Other Software > Announce Your Software/Service/Product
Bvckup 2
Deozaan:
Bvvckup! :P
f0dder:
Have a little faith, will you? :)-apankrat (December 19, 2012, 03:50 PM)
--- End quote ---
*Grin* :)
Hope you don't take my posts as grumpy-old-man. I'm just interested in these things, and some of what you're syaing sounds weird compared to my own experiences. But I can handle being proved wrong, and always like learning new stuff ;)
(Also, I've been spending quite some time looking at backup software lately - pretty much everything sucks in one way or another. Closest I've come yet are Genie Timeline which was kinda nice but had bugs and shortcomings, and Crashplan which does some of the stuff GTL sucked at better, but has it's own problems - *sigh*.)
Hm, you might have a point wrt. warm cache querying - but have you tested the code across several OSes, especially pre-Vista? That's when Microsoft started doing a lot of work on lock-free data structures and algorithms in the kernel. Have you tested on XP and below?
This is with warmed up cache. C:\ was scanned in full immediately before this test. Interestingly enough, playing with the order, in which sub-directories are queued for scanning, can speed things up by additional 5-10%:-apankrat (December 19, 2012, 03:50 PM)
--- End quote ---
Hrm, last I played with different scanning techniques was back on XP - that's some years ago, which also means quite slower hardware. I tested NTFS, FAT32 and even ISO9660 (on a physical CD, since that's the slowest seek-speed I had available). I tried depth- vs. breadth-first, tried eliminiating SetCurrentDirectory calls since that'd mean less user<>kernel transitions (and I had hoped CWD wouldn't change, but it did - FindFirstFile probably changes directory internally), spent some effort on making the traversal non-recursive and eliminating as many memory allocations as possible... and nothing really did much of a difference. Was hellish doing cold-boots between each and every benchmark :)
Can't remember if that was before or after I got a Raptor disk - so it might have been on hardware before NCQ got commonplace, and it was definitely on XP. Still, even with NCQ, it's my experience that you don't need a lot of active streams before performance dies with mechanical disks.
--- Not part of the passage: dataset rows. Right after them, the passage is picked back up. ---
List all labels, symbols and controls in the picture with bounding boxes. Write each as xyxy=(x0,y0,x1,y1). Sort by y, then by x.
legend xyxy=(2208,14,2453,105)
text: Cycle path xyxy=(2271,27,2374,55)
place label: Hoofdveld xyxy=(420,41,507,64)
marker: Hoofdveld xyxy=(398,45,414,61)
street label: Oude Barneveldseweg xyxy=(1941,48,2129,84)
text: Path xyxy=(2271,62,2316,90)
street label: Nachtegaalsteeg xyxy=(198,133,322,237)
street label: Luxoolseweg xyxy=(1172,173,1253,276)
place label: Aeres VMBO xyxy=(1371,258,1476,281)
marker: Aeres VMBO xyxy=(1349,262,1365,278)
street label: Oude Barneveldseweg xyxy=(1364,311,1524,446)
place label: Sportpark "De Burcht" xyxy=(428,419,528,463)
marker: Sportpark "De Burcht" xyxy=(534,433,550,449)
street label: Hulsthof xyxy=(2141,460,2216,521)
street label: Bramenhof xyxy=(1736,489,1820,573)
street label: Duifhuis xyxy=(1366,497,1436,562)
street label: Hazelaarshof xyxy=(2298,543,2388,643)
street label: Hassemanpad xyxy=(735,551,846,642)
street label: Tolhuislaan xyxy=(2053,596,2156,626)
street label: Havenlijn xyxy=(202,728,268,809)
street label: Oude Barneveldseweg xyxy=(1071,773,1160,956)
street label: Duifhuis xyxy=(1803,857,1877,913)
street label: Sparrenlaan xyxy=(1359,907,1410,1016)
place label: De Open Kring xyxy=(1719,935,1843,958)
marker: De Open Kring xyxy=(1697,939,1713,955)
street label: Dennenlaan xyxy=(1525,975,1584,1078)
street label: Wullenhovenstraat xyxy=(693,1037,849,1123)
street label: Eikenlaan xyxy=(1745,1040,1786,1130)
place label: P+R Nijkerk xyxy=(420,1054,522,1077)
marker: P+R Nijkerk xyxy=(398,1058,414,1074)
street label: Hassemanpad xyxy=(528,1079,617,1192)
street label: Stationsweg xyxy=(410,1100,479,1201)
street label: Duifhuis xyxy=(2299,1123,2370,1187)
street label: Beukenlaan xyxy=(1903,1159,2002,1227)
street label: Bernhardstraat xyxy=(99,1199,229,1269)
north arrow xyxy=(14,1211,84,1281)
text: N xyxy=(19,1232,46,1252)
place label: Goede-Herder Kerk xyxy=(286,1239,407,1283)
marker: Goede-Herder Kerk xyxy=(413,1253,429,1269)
For SSDs, the story is entirely different, though - there, on some models, a moderate queue depth can be necessary to reach full performance. So a cold-scan on an SSD might benefit from multiple threads - I'd be surprised if a mechanical disk did, though!
Got any benchmark code you're willing to share? I'd be interested in trying it out on my own system, I'm afraid I didn't keep the stuff I wrote back then (and there were no threaded versions anyway).
there will always be time when the OS is not doing anything for us, because our app is busy copying what it got from the OS into its own data structures. So if we have 2+ threads pulling at the API, it eliminates these idle OS times.-apankrat (December 19, 2012, 03:50 PM)
--- End quote ---
It's my understanding that what you're generally waiting for when traversing the filesystme is disk I/O - the CPU overhead of data structure copying and user<>kernel switches should be entirely dwarfed compared to the I/O. Which is why I'm surprised you say multiple threads help when there's a mechanical disk involved. I'd like to verify myself - and I'd like even more if somebody can find a good explanation :D
Thirdly, the problem of the OS sitting idle becomes even more pronounced when you do an over-the-network scan.-apankrat (December 19, 2012, 03:50 PM)
--- End quote ---
That's a part I'm fully convinced you're right, without seeing benchmarks :) - there's indeed quite some latency even on a LAN, and the SMB/CIFS protocol sucks.
I got the point re: marketing speak though. I will try and back it up with the graphs :)-apankrat (December 19, 2012, 03:50 PM)
--- End quote ---
Please also change the wording, though :P - even with graphs, the sentence is still suspicious. I'm too tired at the moment to come up with something better that isn't going to confuse normal people, though :)
With regards to the MFT/USN - I really don't want to descent to that level. I considered using USN, for example, for move detection and it is - basically - a support hell. As much as I love troubleshooting NTFS nuances, this is just not my cup of tea.-apankrat (December 19, 2012, 03:50 PM)
--- End quote ---
It's a nastily low level to be operating at - and it definitely shouldn't be the only scanning available, since it might break anytime in the future. I'm also not sure MFT scanning is the best fit for a backup program, it's my understanding you pretty much have to read it in it's entirety (possibly lots of memory use, constructing a larger in-memory graph than necessary, or spending CPU on pruning items you're not interested in?) - but g'darnit it's fast. WizTree can scan my entire source partition in a fraction of the time just part of it can be traversed via API calls...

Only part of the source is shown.